Türkiye'de genel anlamda eleştiri özgürlüğünü olmadığını dile getiren Önderoğlu, “Hak savunucuların da resmi ideolojinin dışında bir şey söylemek istedikleri zaman hapis tehditiyle karşılaştığını düşünüyorum. Dolaysıyla bugün kamuoyu bizim bugün yargılanan dört kişi etrafında bu tehditlerin yaygınlığını anlayabilir ve görebilirse bizim sanıklığımız hiç önemli değil” diye konuştu.
Fincancı ve Önderoğlu ile yazar Nesin hakkında iki ayrı iddianame hazırlanmış, gazetenin sorumlu yazı işleri müdürü İnan Kızılkaya ise gazetenin tüm haberlerinden sorumlu olduğu gerekçesiyle bu iddianamelerde ortak şüpheli olarak yer almıştı.
Ahmet Nesin'in iddianamesi İstanbul 14. Ağır Ceza Mahkemesine, Korur ve Önderoğlu hakkında düzenlenen iddianame ise İstanbul 13. Ağır Ceza Mahkemesine gönderilmişti.

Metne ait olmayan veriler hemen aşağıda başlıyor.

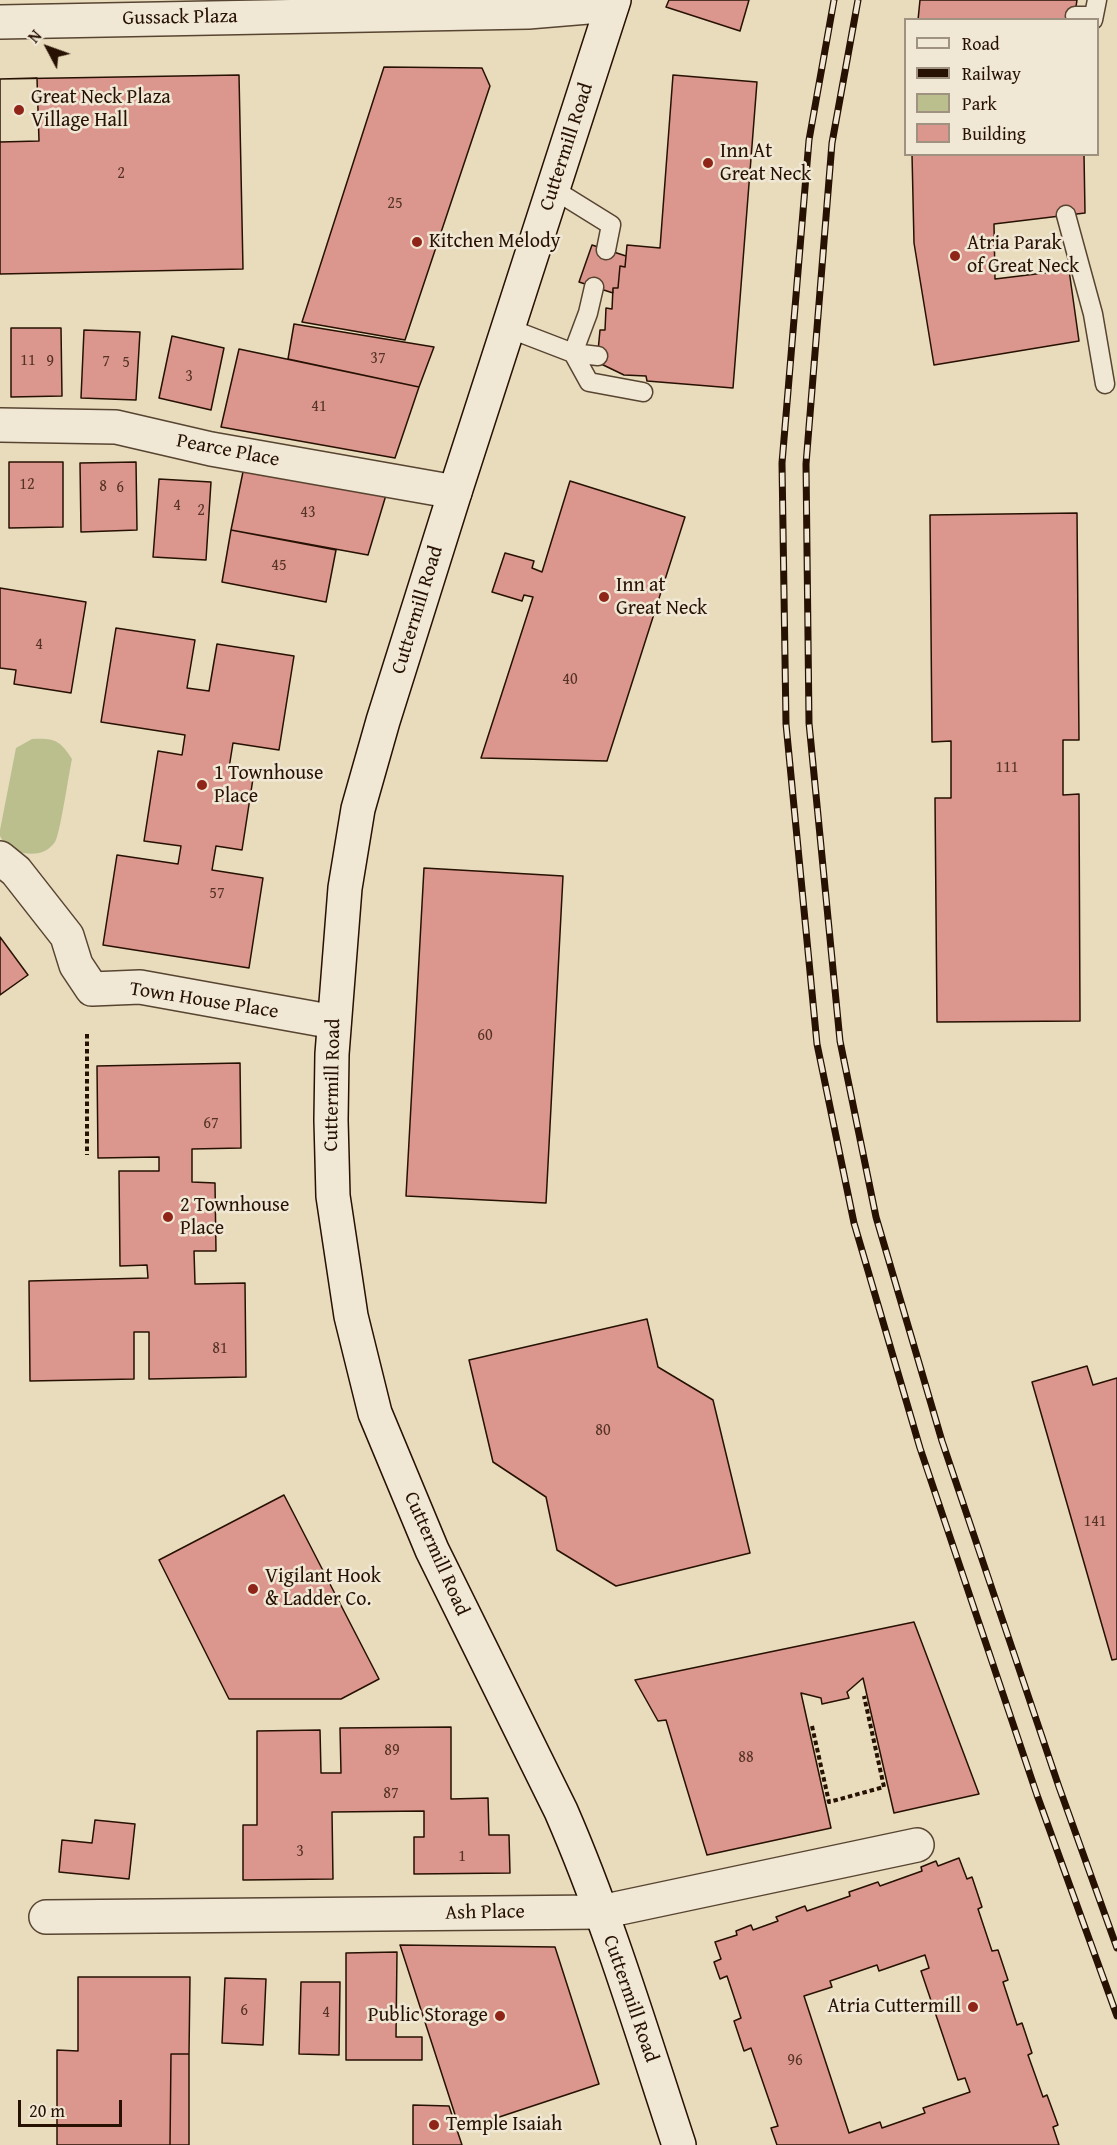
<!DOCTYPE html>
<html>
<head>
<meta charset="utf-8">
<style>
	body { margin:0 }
	#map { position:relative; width:1117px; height:2145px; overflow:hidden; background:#e8dcbd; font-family:"Gentium Book Plus",serif }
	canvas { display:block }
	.legend { position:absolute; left:904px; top:18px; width:195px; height:138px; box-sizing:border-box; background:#f0e8d4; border:2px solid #a09280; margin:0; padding:8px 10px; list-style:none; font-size:18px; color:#271102 }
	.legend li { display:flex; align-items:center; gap:12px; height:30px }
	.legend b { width:30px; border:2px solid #a09280 }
	.north { position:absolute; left:18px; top:18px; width:60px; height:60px; -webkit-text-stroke:4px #f0e8d4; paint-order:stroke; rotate:311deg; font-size:16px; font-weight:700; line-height:24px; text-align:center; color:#271102 }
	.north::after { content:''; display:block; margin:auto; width:21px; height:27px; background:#271102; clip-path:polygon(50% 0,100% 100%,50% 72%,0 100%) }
	.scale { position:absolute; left:18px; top:2100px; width:104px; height:27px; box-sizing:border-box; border:3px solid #271102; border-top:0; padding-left:8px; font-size:18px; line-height:21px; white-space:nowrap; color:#271102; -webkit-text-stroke:4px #f0e8d4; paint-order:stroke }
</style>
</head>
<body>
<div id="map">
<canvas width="1117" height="2145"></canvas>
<ul class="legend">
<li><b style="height:8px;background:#f0e8d4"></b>Road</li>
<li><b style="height:8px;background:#271102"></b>Railway</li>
<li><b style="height:16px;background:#bbbf8e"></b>Park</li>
<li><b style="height:16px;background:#db968d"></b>Building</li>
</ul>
<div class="north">N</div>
<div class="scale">20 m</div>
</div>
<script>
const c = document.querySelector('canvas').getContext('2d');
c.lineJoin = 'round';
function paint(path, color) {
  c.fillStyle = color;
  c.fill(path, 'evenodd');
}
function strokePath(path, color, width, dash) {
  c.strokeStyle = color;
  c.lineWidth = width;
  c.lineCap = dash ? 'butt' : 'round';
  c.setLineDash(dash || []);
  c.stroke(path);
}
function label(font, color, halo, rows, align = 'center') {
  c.font = font + ' "Gentium Book Plus",serif';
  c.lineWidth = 5;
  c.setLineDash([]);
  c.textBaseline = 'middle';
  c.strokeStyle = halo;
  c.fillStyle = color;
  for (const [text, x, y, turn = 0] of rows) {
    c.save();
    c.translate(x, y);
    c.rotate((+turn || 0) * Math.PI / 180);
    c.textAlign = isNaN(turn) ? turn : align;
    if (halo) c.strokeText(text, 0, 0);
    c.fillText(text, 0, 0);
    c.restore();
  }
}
paint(new Path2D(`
	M32,739C54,738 60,740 72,759C69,772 60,835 55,842C43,859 23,854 7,849L0,836V830L16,748Z`), '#bbbf8e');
const building = new Path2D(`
	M669,0H749L740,31L666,7Z
	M920,0H1077L1074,20H918Z
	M384,67L482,68L490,86L405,340L302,322Z
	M239,75L243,269L0,274V79Z
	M673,75L757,82L733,388L647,381L646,376L624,375L597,362L600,330H605L606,308L612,309L613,288H618L620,266L625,267L627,245L660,248Z
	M37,78L39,141L0,142V79Z
	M912,154H1084L1085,213L994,224L995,279L1069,270L1079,341L934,365L914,243Z
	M592,245L626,256L625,267L620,266L618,288H613V293L579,282Z
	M294,324L434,347L419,387L288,359Z
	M11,328H61L62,396L11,397Z
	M84,330L140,332L136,400L81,398Z
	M172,336L224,348L211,410L159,398Z
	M239,349L419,387L395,458L221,427Z
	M9,462H63V527L9,528Z
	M136,462L137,530L81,532L80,463Z
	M244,467L386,495L368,555L231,530Z
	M159,479L211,482L206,560L153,557Z
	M570,481L685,517L607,761L481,758L533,597L524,595L522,601L492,592L505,553L534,561L532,568L542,572Z
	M1077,513L1079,740H1063V795L1079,794L1080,1021L937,1022L935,798H951V741L932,742L930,515Z
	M231,530L336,550L326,602L222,582Z
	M0,588L86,602L71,693L14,684L16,670L0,668Z
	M116,628L195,640L187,688L209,691L217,644L294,656L279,750L233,743L229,768L254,772L242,850L216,846L212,870L263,878L249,968L103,945L117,855L178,864L181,846L144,841L158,751L182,755L185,735L101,722Z
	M424,868L563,876L546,1203L406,1196Z
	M0,937L28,975L0,995Z
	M240,1063L241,1148L192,1149V1182L215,1183L216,1251H194L195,1284L245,1283L246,1377L149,1379V1332H134V1379L30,1381L29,1281L148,1278L147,1265L120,1266L119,1171H159V1157L98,1158L97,1066Z
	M647,1319L658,1367L713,1400L750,1553L616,1586L557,1550L546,1497L493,1462L469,1360Z
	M1087,1366L1093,1385L1117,1378V1659L1112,1660L1032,1382Z
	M284,1495L379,1679L341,1699H229L159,1560Z
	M914,1622L979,1794L894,1813L863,1678L847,1692L849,1698L822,1704L821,1698L801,1693L831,1828L707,1855L666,1720L658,1721L635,1680Z
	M451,1727V1799L488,1798L489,1835H509L510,1873L414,1874V1837H424V1811L332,1812L333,1879L243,1880V1825H257V1731L320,1730L321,1773H341L340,1728Z
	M95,1820L135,1824L129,1879L59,1872L62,1840L92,1843Z
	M959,1858L967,1879L972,1877L982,1907L978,1909L992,1951L998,1950L1008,1980L1003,1982L1017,2025L1022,2023L1032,2053L1028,2055L1043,2097L1047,2095L1058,2125L1053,2127L1059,2145H777L771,2128L778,2126L751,2048L744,2051L734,2021L741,2018L727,1976L720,1979L714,1962L721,1959L715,1942L737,1935L736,1931L751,1925L753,1930L778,1921L776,1917L805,1906L807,1911L850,1896L849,1892L878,1882L880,1886L922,1871L921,1867L936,1861L938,1866ZM925,1955L929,1968L921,1971L958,2080L965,2078L970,2092L923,2108L925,2113L882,2128L880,2122L849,2133L804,1996L832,1987L830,1981L877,1965L879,1971Z
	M400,1945L555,1947L599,2084L460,2130Z
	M397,1952L396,2037H422V2060H346V1953Z
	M78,1977H190L189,2054H171L170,2145H57V2050L78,2051Z
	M225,1978L266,1979L263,2045L222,2043Z
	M301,1982H340L339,2055L299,2054Z
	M171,2054H189V2145H170Z
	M413,2105L449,2106L462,2145H413Z`);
paint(building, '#db968d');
strokePath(building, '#271102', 1.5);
const service = new Path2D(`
	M1075,16H1093
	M1093,20L1097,0
	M553,189L611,225L606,250
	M1066,215L1093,314L1105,384
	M594,287L588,313L573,353L589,382L643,392
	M508,328L573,353L598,356`);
const minor = new Path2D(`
	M0,22L528,12L612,5
	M0,425L116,427L211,449L455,492
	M0,858L16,871L67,936L76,965L92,989L140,987L334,1022
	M46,1917L601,1912L917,1845`);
const secondary = new Path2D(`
	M614,0L455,492L383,721L358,809L345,888L332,1054L331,1120L333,1196L351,1316L375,1413L432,1550L561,1811C608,1919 642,2033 679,2145`);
strokePath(service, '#574431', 21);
strokePath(minor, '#574431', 36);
strokePath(secondary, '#271102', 36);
strokePath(new Path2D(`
	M87,1034V1155
	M812,1726L829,1802L884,1787L864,1696`), '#271102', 4, [4.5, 3]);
strokePath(service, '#f0e8d4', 18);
strokePath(minor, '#f0e8d4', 33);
strokePath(secondary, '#f0e8d4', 33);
const rail = new Path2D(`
	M834,0L809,140L782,463L786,724L817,1044L854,1223L920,1448L1037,1795L1117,2016
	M858,0L832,143L806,464L809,723L840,1041L876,1217L942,1441L1059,1787L1117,1948`);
strokePath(rail, '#271102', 7);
strokePath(rail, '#f0e8d4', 4.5, [14]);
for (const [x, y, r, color] of [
	[19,110,6,"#8f2418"],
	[708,163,6,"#8f2418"],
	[417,242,6,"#8f2418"],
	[955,256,6,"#8f2418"],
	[604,597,6,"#8f2418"],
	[202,785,6,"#8f2418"],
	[168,1217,6,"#8f2418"],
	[253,1589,6,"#8f2418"],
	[973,2007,6,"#8f2418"],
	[500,2016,6,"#8f2418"],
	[434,2125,6,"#8f2418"]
]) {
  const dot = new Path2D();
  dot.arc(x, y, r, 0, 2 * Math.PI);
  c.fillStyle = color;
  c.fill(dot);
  strokePath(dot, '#f0e8d4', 2);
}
label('16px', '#543225', null, [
	["2",121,174],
	["25",395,204],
	["37",378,359],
	["11",28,361],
	["9",50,362],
	["7",106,362],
	["5",126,363],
	["3",189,377],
	["41",319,407],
	["12",27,485],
	["8",103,487],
	["6",120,488],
	["4",177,506],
	["2",201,511],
	["43",308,513],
	["45",279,566],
	["4",39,645],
	["40",570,680],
	["111",1007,768],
	["57",217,894],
	["60",485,1036],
	["67",211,1124],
	["81",220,1349],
	["80",603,1431],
	["141",1095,1522],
	["89",392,1751],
	["88",746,1758],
	["87",391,1794],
	["3",300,1852],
	["1",462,1857],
	["6",244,2011],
	["4",326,2013],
	["96",795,2061]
]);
label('20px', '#271102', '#f0e8d4', [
	["Gussack Plaza",180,18,-1],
	["Cuttermill Road",567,147,-72],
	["Pearce Place",228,451,11],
	["Cuttermill Road",418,610,-73],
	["Town House Place",204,1001,9],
	["Cuttermill Road",333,1085,-89],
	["Cuttermill Road",436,1554,66],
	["Ash Place",485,1913,-1],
	["Cuttermill Road",630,1999,71]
]);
label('20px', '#271102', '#f0e8d4', [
	["Great Neck Plaza",31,98],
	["Village Hall",31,121],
	["Inn At",720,152],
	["Great Neck",720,175],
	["Kitchen Melody",429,242],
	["Atria Parak",967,244],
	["of Great Neck",967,267],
	["Inn at",616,586],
	["Great Neck",616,609],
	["1 Townhouse",214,774],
	["Place",214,797],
	["2 Townhouse",180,1206],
	["Place",180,1229],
	["Vigilant Hook",265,1577],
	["& Ladder Co.",265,1600],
	["Atria Cuttermill",961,2007,"right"],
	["Public Storage",488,2016,"right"],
	["Temple Isaiah",446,2125]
], 'left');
</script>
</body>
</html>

Korur ve Önderoğlu, iddianamenin kabulüne karar veren İstanbul 13. Ağır Ceza Mahkemesince 30 Haziran'da, Nesin de İstanbul 14. Ağır Ceza Mahkemesince 1 Temmuz'da tahliye edilmişti.
İstanbul 13. Ağır Ceza Mahkemesi heyeti, şüphelilerle ilgili dosyanın, aralarındaki hukuki ve fiili bağ nedeniyle İstanbul 13. Ağır Ceza Mahkemesindeki dava dosyasıyla birleştirilmesine hükmetmişti.
İddianamelerde sanıkların, "suç işlemeye alenen tahrik etmek", "suç ve suçluyu övme", "terör örgütü propagandası yapmak" suçlarından 2 yıldan 14 yıl altışar aya kadar hapisle cezalandırılması talep ediliyor.